Confidence in the equipment finance industry dropped two points on a month-over-month basis as lenders reevaluate their operations’ availability of funds.
The Equipment Leasing and Finance Foundation’s monthly survey of lender sentiment for May found that overall confidence in the industry dropped 2.2 points MoM to 50.7.
A “lack of liquidity” is challenging lenders, said Bruce Winter, survey respondent and president of Maryland-based lender FSG Capital. He told Equipment Finance News that he’s also noticed talent shifting in the industry as lending operations restructure — or exit the equipment financing market altogether.
“There’s very few people that are looking for substantial new volume, they’re looking to take care of the customers that they already have,” Winter told EFN.
Tides in the industry’s talent pool are shifting as well, he said.
“What we’re seeing is there’s a number of folks that are very unhappy in the industry, with their employer,” Winter said. “The smarter ones are making sure they have a place to land first [before quitting], because there certainly aren’t as many opportunities as there were two years ago in our industry.”
Poll results
The May ELFF poll found:
- 11% of the 28 survey respondents said they expect business conditions in the industry to worsen in the next four months compared to 3.6% in April.
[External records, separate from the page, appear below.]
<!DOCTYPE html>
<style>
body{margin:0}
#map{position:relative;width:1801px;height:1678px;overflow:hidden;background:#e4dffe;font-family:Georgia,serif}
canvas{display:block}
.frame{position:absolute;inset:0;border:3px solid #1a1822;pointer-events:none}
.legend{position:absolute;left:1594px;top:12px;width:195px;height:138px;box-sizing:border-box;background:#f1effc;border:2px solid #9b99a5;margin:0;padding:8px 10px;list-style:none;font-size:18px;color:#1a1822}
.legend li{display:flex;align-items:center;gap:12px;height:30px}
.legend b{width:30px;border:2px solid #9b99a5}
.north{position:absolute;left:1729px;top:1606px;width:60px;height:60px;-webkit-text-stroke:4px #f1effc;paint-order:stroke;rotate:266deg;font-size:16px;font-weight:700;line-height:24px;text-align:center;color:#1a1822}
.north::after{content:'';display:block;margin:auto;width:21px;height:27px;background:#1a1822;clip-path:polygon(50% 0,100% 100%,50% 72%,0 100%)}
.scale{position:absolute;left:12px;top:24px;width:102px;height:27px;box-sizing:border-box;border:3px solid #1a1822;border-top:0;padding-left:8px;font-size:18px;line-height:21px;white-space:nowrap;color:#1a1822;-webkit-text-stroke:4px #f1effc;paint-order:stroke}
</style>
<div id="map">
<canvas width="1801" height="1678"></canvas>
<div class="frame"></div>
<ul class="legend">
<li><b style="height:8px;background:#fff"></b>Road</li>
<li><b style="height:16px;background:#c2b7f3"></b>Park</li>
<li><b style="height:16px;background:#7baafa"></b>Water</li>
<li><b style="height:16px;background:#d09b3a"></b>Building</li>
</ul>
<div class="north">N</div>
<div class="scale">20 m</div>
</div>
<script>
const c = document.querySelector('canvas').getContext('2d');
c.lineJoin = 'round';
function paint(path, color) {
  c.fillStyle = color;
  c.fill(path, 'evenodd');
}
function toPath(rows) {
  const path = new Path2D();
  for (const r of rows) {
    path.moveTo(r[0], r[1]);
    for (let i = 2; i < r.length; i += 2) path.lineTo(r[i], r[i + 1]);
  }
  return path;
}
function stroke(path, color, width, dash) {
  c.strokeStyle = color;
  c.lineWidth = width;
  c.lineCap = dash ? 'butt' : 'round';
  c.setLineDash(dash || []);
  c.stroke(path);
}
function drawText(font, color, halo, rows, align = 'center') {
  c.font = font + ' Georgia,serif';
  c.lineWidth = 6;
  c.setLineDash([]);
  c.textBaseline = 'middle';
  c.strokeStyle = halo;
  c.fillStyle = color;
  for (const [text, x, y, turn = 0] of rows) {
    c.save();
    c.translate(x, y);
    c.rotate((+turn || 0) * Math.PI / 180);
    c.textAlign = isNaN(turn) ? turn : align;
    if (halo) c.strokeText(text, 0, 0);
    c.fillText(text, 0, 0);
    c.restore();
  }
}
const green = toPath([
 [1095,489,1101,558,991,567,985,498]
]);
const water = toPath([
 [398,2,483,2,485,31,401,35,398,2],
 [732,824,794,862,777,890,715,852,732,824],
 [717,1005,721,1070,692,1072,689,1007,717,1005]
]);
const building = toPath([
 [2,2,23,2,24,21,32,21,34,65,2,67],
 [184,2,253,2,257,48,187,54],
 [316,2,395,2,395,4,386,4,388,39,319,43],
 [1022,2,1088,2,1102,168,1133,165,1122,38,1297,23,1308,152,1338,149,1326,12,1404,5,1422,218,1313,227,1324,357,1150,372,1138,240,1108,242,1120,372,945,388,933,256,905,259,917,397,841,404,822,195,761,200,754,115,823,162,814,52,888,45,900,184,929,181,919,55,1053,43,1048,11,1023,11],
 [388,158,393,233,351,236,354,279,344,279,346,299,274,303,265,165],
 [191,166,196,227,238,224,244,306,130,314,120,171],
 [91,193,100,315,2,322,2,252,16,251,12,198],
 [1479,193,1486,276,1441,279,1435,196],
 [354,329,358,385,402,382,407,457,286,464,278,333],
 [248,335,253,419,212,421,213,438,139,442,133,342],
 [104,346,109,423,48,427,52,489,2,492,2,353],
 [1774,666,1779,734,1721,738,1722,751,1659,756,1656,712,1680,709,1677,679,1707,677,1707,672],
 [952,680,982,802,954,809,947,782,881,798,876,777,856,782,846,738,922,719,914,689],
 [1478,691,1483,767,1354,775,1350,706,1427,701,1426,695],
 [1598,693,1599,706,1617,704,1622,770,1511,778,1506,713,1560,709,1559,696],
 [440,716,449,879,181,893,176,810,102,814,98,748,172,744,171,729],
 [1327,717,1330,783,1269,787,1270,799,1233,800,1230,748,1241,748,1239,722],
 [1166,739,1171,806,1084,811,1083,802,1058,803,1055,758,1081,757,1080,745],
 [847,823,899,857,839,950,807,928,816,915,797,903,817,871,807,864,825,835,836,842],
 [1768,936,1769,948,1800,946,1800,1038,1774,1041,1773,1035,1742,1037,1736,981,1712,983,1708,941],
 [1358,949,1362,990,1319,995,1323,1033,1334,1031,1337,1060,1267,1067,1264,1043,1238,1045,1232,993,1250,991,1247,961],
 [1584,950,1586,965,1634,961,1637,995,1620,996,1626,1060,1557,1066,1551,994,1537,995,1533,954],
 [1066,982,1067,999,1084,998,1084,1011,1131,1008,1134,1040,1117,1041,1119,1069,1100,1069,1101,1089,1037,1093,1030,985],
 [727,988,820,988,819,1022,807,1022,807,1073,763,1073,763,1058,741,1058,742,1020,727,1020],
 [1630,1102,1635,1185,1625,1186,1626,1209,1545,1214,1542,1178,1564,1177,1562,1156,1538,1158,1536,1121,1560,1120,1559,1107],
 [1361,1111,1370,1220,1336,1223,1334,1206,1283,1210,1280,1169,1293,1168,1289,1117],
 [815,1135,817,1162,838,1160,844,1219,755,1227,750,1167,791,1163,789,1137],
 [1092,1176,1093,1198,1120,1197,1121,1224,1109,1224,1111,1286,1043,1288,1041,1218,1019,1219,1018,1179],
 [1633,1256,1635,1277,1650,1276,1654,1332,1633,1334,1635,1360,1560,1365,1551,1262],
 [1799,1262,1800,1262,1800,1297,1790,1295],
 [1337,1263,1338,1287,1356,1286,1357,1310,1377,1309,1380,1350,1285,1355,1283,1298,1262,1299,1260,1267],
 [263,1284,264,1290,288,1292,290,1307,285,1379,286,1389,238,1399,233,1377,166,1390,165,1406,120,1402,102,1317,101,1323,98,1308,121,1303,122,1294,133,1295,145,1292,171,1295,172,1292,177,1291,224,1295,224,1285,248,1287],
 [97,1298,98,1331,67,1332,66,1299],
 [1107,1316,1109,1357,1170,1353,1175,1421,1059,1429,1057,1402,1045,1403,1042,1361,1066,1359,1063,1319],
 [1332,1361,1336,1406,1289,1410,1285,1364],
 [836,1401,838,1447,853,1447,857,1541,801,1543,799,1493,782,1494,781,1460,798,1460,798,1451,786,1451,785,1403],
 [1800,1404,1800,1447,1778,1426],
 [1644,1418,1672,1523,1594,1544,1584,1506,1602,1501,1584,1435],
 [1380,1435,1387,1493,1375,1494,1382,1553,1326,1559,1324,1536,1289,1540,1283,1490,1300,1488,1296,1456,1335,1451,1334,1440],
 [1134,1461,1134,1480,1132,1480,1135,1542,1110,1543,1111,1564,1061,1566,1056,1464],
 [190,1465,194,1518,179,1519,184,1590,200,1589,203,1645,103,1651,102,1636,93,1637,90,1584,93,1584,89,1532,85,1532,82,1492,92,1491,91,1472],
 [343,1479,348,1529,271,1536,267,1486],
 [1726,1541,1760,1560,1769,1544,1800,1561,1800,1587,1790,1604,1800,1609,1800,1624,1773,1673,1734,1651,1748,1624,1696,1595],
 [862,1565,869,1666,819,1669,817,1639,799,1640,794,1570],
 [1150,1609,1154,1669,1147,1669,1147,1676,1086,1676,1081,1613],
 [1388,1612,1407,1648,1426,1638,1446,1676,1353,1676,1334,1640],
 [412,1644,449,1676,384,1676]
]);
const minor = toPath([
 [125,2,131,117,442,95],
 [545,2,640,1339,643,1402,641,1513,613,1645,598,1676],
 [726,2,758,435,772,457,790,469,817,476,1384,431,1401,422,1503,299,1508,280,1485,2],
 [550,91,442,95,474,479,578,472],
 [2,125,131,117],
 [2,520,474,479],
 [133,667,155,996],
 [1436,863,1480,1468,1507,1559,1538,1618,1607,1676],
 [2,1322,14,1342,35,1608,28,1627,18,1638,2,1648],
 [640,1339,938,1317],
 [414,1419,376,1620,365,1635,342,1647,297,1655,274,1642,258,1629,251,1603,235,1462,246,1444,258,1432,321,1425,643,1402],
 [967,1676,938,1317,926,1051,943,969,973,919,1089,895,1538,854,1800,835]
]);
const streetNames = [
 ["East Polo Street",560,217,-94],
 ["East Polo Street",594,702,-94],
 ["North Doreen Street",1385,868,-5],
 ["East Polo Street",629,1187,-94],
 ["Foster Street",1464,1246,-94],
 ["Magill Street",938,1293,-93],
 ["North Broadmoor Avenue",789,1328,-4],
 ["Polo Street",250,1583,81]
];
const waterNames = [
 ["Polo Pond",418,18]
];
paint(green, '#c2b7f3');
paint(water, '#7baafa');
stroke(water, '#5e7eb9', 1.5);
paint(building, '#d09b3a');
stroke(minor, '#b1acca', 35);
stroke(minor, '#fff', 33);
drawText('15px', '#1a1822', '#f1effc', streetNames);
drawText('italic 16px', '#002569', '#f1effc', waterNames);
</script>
A further 11.1% said they expect business conditions to improve over the next four months, up from 10.7% in April; 77% believed business conditions would remain the same, down from 85.7% in April.
- 7.4% of lenders surveyed said they expect demand for equipment loans and leases to fund capital expenditures to decline in the next four months, up from zero the prior month. Meanwhile, 11.1% said they expect this activity to increase, up from 7.1% in April, and 81.5% of lenders said they anticipate demand to remain the same, down from 92.9% in April.
- Of the executives surveyed, 77.8% expect capital access to remain the same in the next four months, up from 71.4% in April. And 14.8% of respondents said they expect more access to capital in that time frame, up slightly from 14.3% last month. Meanwhile, 7.4%, expect less access to capital this month, down from 14.3% in April.
- 11.1% of lenders said they expect their firms to spend more money on business development in the next six months, down from 17.9% in April. The majority – 81.5% – said they expect there will be no change in spending, up from 78.6% in April. A further 7.4% of lenders said they anticipate a decrease in spending, up from 3.6% last month.
- 22.2% of executives said they expect to hire more staff in the next four months, up from 17.9% in April. Meanwhile, 74.1% said they expect “no change” in headcount in that time frame, up from 71.4% last month. And 3.7% of executives surveyed said they expect to hire fewer employees in coming months, down from 10.7% in April.
Nationwide economy troubles lenders
None of the leadership surveyed by ELFF rated the current United States economy as “excellent,” unchanged from April.
“The delay of expected or hoped-for interest rate reductions seems to be leading some entities to reconsider capital projects,” Minneapolis-based Farm Credit Leasing President Jason Leuders stated in the survey. “To date, volume and credit quality have held up, but it’s not clear what the future will hold.”
FSG Capital’s Winter said that he’s noticing interest rates’ impact on the market, but added the high rates aren’t completely dissuading purchasers.
“I haven’t run into one customer that said things like, these interest rates are deterring me from moving forward with a capital acquisition,” he said.
Winter acknowledged, “we were at 4% [interest], two years ago, and we’re 8% today; yeah, it’s a substantial change.”
He added that since FSG Capital prioritizes facilitating larger loans with five- to seven-year financing terms, he views his business as slightly insulated.
“When you look at a five- or seven-year term, which is typical for us in our space, it’s not typically going to change dramatically, the return on investment [for] that piece of equipment,” Winter said.
But the changes are being felt on the side of the borrower, Winter noted.
“We’ve seen substantial disruption in funding marketplaces, which some customers are confused by, such as when their bank doesn’t respond to them for a credit request,” he said. “It’s because the banks are quietly not looking to lend right now, but they necessarily don’t want to make that public.”